* **RAW DATA**:
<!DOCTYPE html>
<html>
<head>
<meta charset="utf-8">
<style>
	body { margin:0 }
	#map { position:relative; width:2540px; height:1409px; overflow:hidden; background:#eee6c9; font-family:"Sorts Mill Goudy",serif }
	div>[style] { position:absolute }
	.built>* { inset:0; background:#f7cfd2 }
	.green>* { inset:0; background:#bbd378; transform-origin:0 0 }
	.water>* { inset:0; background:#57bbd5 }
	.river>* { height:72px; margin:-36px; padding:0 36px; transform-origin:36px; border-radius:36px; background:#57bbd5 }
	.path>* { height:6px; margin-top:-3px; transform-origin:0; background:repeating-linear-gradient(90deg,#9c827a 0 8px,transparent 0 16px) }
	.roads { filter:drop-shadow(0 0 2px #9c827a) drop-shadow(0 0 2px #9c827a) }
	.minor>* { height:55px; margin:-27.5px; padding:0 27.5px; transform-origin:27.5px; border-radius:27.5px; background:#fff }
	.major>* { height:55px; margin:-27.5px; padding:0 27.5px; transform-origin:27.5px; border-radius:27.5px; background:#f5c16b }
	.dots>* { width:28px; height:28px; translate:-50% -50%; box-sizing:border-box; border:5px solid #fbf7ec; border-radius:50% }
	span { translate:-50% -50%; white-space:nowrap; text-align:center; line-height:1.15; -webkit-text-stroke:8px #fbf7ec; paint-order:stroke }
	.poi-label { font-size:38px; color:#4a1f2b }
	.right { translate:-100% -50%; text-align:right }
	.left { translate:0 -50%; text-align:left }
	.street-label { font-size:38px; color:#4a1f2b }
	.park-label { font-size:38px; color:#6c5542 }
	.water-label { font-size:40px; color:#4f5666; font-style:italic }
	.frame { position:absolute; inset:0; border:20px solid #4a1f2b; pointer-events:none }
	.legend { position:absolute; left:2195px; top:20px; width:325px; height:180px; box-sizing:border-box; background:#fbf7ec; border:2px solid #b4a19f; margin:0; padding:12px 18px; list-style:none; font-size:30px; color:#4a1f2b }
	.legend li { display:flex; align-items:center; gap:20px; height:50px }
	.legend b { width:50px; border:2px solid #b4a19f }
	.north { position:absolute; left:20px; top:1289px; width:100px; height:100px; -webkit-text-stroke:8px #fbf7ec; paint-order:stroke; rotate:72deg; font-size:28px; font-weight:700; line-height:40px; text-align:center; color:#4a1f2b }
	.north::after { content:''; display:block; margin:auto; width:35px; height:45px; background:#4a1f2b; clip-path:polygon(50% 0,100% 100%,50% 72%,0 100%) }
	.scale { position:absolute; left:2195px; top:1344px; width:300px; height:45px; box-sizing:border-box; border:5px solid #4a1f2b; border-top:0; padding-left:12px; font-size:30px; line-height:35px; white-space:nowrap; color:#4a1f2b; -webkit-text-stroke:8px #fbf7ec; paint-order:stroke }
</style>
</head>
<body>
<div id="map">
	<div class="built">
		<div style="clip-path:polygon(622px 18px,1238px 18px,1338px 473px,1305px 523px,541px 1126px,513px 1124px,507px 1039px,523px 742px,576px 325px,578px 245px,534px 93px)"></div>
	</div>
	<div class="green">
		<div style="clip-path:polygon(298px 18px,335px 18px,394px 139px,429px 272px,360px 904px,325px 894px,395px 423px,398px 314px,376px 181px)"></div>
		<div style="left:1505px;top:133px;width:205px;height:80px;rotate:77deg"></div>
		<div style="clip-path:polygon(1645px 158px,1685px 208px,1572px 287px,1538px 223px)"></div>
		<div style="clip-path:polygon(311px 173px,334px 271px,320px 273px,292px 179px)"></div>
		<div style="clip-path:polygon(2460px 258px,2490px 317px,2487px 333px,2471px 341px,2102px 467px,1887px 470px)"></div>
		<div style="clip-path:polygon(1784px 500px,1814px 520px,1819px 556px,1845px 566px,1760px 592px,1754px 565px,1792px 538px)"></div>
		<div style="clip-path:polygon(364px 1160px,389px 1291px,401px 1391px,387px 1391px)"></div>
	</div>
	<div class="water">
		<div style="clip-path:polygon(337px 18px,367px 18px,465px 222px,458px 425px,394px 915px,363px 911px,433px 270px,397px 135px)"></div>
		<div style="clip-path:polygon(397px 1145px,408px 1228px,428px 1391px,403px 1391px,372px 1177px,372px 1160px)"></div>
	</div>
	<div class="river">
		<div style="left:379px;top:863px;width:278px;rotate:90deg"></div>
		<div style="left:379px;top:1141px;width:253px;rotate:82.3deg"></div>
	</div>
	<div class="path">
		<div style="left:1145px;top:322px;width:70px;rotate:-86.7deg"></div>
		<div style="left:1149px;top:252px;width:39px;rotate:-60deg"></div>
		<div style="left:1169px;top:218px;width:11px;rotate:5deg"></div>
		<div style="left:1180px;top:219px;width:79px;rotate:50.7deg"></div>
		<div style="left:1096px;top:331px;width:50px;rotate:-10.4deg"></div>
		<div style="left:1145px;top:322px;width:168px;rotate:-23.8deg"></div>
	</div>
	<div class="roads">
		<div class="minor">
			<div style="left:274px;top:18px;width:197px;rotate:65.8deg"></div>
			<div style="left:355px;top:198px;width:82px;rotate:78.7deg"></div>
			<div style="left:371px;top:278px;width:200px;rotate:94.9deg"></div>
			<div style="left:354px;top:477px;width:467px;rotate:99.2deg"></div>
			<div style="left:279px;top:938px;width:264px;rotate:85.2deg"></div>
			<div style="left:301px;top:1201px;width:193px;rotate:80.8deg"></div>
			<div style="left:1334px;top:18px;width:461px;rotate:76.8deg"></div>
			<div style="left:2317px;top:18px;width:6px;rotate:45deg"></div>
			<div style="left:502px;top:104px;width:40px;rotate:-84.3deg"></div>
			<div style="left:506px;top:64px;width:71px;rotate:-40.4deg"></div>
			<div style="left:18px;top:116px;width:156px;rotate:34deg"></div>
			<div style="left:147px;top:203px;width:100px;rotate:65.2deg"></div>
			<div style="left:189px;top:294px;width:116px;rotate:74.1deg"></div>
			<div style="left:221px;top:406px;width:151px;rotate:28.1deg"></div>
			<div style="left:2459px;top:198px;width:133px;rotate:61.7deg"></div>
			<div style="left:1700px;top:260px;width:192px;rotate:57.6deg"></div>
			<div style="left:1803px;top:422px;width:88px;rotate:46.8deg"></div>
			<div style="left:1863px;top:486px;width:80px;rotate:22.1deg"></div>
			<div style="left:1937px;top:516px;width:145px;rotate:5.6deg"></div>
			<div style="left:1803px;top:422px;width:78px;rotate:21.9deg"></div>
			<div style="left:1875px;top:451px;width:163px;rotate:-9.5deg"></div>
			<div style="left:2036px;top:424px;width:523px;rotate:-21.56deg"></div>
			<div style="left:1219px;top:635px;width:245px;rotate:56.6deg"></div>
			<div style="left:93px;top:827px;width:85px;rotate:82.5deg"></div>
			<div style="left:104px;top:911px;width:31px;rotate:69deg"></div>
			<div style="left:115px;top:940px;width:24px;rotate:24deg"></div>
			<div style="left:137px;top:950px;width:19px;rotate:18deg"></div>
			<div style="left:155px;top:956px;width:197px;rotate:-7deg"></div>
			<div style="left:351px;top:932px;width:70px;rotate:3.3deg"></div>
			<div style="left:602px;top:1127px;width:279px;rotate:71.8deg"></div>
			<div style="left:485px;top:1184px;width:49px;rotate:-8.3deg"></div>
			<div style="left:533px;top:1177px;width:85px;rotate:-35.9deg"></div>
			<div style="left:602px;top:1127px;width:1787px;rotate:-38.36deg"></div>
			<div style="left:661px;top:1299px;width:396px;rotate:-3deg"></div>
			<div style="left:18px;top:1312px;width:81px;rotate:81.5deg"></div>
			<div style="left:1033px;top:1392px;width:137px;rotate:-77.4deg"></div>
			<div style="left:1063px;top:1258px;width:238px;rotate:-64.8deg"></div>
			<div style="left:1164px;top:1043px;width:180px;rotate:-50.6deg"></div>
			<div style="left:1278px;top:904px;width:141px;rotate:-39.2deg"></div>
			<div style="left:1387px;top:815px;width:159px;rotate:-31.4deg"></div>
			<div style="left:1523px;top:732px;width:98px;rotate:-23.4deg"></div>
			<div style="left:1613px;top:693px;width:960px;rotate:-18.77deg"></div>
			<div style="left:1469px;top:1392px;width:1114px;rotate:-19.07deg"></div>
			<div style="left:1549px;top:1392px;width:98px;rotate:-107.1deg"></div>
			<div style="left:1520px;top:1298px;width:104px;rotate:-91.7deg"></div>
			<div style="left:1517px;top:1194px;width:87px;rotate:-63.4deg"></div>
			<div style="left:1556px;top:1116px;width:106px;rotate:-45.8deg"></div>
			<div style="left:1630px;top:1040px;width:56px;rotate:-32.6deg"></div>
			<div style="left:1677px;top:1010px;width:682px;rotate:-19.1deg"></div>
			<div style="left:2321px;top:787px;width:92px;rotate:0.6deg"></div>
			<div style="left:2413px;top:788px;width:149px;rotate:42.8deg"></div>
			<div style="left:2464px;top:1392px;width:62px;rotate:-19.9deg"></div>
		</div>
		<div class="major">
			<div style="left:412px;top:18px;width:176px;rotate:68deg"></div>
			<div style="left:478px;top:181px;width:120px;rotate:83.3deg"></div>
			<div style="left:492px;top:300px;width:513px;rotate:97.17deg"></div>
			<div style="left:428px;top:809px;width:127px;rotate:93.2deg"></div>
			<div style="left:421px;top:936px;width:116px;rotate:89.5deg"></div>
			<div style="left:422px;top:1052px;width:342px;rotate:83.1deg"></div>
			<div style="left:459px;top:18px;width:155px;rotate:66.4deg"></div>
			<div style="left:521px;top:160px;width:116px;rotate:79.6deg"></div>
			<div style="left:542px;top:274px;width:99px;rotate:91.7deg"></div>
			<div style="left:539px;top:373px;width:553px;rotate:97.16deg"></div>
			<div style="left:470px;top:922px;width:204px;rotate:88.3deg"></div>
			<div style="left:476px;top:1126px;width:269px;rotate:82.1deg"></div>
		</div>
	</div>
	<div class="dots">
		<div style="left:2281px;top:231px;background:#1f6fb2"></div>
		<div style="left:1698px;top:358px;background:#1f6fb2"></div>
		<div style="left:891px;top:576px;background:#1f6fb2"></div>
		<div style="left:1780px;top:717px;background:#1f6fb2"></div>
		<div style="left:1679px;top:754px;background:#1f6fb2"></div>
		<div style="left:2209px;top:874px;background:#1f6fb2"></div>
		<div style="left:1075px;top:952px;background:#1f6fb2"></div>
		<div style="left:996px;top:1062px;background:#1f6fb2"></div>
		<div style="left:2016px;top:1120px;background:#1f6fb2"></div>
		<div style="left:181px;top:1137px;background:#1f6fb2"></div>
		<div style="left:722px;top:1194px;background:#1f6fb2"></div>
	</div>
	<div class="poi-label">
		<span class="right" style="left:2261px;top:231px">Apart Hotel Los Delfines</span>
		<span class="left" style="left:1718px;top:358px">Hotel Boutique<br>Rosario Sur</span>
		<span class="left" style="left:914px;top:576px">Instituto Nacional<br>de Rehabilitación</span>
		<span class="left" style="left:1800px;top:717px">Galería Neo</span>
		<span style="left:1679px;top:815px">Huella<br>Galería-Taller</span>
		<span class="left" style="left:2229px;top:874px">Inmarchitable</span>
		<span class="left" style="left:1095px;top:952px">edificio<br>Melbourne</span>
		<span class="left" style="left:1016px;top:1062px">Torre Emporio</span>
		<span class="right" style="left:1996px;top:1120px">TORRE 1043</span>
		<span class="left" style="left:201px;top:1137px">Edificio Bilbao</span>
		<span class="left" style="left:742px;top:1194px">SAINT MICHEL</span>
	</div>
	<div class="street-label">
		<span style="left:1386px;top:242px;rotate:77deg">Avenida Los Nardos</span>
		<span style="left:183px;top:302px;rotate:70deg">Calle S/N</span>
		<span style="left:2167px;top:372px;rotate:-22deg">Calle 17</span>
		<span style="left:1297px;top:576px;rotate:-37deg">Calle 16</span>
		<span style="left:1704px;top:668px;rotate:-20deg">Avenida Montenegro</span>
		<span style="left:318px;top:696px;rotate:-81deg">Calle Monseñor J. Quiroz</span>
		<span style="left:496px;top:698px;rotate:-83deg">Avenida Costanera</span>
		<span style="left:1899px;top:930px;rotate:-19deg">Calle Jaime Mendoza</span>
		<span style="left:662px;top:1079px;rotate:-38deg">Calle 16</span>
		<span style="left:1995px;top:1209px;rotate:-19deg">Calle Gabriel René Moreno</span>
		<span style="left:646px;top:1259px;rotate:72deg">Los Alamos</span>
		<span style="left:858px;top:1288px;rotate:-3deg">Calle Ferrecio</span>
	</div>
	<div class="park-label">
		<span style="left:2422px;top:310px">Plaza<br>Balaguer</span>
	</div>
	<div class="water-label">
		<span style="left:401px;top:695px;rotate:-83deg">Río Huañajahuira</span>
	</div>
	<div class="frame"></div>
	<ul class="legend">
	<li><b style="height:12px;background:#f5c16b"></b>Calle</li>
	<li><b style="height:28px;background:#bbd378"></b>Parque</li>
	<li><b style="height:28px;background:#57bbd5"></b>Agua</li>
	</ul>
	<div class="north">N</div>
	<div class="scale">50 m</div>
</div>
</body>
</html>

* **WHAT THE EXERCISE ASKS**: In the listing above, please print only the lines from the first one to the line where "filter:drop-shadow(0 0 2px" appears, exactly as written, both of those lines included.

* **ANSWER TO THIS PROBLEM**:
<!DOCTYPE html>
<html>
<head>
<meta charset="utf-8">
<style>
	body { margin:0 }
	#map { position:relative; width:2540px; height:1409px; overflow:hidden; background:#eee6c9; font-family:"Sorts Mill Goudy",serif }
	div>[style] { position:absolute }
	.built>* { inset:0; background:#f7cfd2 }
	.green>* { inset:0; background:#bbd378; transform-origin:0 0 }
	.water>* { inset:0; background:#57bbd5 }
	.river>* { height:72px; margin:-36px; padding:0 36px; transform-origin:36px; border-radius:36px; background:#57bbd5 }
	.path>* { height:6px; margin-top:-3px; transform-origin:0; background:repeating-linear-gradient(90deg,#9c827a 0 8px,transparent 0 16px) }
	.roads { filter:drop-shadow(0 0 2px #9c827a) drop-shadow(0 0 2px #9c827a) }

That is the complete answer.